Lines from the line with "const ctx = document.querySelector('canvas').getContext('2d');" to the line with "function drawText(font, color, halo, rows, align" in the entries below, and only those, must be output exactly, with both ends included.

▶ _Records for this task_:
[Start of section]
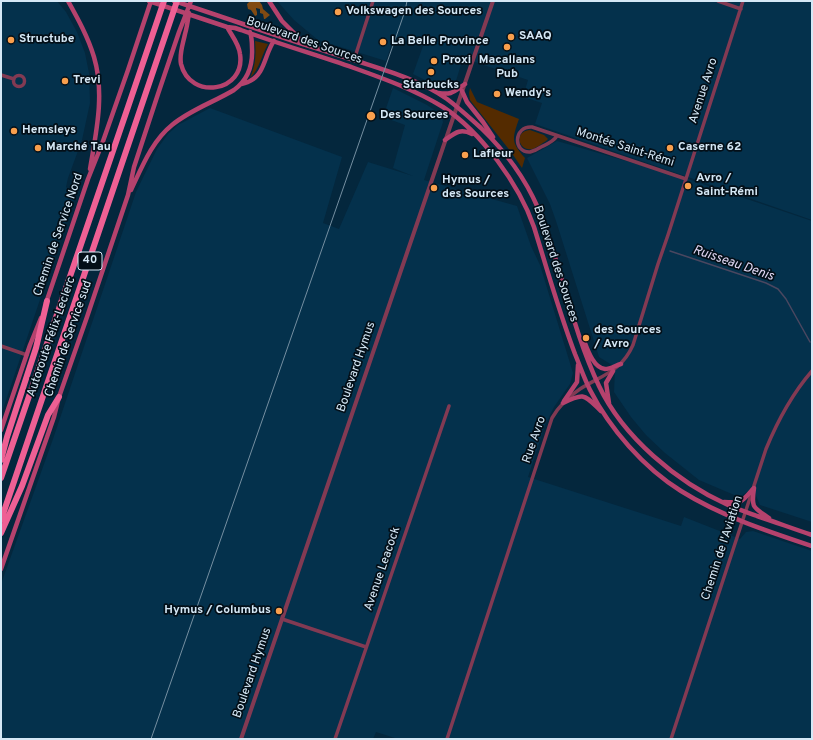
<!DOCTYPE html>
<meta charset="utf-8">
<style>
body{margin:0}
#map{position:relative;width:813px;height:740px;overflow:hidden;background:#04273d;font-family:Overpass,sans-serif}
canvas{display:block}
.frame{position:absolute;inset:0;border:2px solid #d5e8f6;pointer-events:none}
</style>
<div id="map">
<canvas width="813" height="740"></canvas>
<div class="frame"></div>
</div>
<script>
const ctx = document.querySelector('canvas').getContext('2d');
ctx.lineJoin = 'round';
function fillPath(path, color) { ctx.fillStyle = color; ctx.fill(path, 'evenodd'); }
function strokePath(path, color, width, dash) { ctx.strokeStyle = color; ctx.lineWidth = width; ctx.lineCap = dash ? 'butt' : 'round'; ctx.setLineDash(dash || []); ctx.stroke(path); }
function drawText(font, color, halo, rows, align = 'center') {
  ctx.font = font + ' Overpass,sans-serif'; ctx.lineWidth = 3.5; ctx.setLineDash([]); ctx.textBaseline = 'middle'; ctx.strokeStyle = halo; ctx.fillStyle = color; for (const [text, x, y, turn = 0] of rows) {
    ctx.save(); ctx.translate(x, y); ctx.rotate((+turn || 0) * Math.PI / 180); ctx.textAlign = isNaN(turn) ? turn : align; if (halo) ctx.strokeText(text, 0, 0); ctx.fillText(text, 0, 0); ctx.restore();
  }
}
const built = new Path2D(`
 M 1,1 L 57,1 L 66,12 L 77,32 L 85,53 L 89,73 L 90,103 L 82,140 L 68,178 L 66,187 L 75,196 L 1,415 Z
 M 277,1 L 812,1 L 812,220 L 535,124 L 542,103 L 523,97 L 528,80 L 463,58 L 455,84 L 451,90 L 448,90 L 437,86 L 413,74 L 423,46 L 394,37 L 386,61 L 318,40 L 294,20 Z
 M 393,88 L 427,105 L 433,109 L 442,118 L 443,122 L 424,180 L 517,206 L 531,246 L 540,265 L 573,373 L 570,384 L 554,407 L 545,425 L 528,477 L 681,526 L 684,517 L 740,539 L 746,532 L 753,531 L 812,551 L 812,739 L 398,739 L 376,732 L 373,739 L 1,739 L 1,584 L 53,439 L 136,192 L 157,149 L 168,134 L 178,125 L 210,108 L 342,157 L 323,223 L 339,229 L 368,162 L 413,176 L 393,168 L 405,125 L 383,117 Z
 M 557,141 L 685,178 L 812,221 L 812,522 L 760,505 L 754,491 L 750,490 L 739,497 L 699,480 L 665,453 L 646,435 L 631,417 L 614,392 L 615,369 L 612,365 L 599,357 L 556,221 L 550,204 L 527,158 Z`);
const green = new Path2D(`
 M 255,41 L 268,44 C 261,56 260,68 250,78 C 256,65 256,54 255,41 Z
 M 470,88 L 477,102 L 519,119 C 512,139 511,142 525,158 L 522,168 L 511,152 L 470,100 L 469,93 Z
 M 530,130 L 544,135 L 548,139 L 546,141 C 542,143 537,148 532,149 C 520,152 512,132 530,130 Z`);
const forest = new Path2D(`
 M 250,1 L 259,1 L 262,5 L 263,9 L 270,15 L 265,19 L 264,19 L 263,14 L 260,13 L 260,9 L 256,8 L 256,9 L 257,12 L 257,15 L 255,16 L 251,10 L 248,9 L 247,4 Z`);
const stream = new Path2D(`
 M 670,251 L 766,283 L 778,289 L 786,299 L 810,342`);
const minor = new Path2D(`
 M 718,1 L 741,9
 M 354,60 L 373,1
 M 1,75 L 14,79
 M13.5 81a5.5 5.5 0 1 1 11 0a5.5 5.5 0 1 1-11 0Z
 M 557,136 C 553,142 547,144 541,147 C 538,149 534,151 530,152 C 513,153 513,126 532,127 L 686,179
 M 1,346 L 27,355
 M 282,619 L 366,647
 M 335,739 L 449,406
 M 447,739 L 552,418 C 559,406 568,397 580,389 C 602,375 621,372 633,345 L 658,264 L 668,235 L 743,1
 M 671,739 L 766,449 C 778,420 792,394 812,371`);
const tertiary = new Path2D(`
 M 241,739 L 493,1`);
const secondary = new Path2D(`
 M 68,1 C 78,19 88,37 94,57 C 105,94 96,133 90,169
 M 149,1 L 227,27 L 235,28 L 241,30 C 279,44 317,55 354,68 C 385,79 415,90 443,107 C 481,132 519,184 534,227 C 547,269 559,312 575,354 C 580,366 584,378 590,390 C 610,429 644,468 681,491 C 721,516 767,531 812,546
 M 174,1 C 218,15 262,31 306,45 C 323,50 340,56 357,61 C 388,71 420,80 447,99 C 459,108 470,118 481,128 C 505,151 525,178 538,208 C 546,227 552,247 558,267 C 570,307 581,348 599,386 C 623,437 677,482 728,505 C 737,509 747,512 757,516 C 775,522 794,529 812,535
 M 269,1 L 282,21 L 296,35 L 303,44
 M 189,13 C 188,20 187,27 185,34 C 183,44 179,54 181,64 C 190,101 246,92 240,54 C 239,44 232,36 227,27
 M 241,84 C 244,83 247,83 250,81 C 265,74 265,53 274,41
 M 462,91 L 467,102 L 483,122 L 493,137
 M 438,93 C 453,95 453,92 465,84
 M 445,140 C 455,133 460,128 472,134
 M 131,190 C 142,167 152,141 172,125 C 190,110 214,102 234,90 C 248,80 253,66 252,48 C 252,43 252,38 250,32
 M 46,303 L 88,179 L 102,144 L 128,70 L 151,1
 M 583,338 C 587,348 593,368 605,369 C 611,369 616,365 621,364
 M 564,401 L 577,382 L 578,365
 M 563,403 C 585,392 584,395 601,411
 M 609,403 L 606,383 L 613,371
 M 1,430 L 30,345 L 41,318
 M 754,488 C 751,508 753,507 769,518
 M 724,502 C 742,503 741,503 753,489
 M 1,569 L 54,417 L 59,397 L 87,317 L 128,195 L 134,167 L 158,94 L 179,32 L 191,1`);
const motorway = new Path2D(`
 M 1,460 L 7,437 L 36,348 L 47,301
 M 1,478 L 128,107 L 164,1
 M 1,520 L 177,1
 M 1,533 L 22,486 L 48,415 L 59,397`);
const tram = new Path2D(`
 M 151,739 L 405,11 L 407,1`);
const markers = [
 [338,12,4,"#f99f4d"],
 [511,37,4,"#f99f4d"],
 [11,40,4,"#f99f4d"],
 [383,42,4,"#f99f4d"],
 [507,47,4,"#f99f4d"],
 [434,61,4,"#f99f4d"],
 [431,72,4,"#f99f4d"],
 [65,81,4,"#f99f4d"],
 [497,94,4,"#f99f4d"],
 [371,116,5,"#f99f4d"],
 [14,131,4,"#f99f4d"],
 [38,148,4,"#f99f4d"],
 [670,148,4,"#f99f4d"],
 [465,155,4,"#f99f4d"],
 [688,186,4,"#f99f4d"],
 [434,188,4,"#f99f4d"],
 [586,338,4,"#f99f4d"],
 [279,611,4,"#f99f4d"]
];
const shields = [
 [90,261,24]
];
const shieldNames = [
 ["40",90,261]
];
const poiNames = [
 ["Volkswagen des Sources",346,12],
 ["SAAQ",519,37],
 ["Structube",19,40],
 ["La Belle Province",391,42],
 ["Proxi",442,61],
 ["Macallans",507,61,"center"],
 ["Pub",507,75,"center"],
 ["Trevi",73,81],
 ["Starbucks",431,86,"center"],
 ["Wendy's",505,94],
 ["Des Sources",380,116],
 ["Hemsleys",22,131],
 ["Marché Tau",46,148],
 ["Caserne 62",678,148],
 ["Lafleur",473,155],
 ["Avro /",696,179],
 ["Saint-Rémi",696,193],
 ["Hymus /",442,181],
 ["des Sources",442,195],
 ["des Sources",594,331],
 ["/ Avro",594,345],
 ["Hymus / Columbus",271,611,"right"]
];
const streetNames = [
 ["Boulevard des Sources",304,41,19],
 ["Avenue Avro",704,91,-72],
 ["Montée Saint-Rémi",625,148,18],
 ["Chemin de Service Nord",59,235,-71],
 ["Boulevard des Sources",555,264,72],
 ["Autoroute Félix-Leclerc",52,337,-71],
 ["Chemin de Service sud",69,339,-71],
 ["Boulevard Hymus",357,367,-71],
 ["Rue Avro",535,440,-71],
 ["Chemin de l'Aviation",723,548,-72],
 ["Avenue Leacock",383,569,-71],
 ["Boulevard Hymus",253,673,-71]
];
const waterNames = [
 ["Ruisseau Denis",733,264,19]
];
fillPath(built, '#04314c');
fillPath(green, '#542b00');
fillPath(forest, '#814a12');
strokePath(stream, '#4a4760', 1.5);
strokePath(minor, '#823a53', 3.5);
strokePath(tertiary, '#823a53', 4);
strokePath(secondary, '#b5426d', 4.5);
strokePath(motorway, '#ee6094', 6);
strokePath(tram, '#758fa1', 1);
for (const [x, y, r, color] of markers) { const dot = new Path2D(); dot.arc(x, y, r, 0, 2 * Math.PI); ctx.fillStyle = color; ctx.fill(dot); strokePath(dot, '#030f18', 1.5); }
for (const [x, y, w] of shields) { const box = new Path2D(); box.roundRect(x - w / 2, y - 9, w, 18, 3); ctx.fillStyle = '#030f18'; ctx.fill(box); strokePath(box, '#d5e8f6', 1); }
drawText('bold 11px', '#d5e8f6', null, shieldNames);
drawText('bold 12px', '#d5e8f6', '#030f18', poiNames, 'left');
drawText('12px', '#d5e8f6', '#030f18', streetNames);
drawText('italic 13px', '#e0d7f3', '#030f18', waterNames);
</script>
[End of section]
[Start of section]
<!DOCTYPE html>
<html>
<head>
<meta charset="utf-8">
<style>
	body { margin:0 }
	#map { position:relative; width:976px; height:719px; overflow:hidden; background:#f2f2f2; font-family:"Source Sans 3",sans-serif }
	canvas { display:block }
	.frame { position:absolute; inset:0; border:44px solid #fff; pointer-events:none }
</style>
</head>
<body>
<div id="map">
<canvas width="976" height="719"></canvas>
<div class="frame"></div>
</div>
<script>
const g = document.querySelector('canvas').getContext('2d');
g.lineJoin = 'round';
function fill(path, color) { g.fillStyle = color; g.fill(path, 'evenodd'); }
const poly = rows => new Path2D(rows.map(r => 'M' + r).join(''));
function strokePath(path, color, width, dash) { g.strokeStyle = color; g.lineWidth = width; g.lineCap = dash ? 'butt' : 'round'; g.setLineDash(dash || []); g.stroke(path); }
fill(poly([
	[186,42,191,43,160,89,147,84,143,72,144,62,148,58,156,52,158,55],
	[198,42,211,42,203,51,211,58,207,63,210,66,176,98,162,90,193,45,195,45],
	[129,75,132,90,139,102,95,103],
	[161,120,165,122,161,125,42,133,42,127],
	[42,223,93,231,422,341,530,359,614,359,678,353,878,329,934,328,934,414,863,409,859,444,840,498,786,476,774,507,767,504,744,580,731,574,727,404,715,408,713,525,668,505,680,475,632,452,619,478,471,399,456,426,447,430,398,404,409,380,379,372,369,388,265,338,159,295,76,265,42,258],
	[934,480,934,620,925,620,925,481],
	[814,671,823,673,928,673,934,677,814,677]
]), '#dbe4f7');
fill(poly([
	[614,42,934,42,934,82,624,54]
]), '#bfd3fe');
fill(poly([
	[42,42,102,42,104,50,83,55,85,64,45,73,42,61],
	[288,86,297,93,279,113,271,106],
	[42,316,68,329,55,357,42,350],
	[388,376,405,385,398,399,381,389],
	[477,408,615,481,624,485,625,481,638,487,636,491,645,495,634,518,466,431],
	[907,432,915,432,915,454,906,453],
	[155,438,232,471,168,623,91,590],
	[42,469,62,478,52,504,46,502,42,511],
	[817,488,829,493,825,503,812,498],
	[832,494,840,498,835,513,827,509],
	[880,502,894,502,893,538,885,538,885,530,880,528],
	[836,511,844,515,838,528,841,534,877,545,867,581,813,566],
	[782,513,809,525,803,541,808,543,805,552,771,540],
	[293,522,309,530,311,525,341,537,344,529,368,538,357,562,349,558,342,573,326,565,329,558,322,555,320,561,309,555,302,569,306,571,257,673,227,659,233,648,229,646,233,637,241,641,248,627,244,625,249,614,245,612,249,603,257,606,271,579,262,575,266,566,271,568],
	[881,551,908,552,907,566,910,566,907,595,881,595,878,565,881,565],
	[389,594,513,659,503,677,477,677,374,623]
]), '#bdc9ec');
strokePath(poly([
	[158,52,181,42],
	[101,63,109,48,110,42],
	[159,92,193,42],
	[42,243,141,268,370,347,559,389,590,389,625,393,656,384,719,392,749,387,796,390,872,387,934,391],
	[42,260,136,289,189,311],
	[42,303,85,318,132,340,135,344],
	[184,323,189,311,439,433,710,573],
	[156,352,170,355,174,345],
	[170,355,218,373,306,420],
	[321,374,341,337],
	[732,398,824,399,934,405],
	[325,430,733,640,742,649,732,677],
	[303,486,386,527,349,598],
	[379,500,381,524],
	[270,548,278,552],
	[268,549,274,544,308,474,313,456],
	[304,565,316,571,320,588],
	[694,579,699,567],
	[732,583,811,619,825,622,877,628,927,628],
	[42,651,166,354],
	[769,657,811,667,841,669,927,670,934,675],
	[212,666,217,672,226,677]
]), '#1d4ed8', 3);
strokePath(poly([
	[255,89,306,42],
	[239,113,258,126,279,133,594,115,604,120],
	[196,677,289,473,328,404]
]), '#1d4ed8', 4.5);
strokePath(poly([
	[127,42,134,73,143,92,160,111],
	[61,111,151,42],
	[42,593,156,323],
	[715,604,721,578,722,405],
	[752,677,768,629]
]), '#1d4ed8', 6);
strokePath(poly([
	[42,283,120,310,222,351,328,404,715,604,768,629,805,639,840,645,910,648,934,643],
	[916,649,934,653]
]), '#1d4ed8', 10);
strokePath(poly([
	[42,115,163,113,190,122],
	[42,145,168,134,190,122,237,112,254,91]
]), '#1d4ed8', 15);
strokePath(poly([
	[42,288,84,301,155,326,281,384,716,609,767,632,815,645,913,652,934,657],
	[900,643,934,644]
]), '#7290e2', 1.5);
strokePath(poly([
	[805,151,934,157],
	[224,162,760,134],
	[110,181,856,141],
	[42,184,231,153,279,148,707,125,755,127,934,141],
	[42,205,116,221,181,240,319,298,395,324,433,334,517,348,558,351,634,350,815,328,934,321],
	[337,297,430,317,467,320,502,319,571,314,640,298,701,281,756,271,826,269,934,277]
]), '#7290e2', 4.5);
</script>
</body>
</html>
[End of section]
▶ _Solution_:
const ctx = document.querySelector('canvas').getContext('2d');
ctx.lineJoin = 'round';
function fillPath(path, color) { ctx.fillStyle = color; ctx.fill(path, 'evenodd'); }
function strokePath(path, color, width, dash) { ctx.strokeStyle = color; ctx.lineWidth = width; ctx.lineCap = dash ? 'butt' : 'round'; ctx.setLineDash(dash || []); ctx.stroke(path); }
function drawText(font, color, halo, rows, align = 'center') {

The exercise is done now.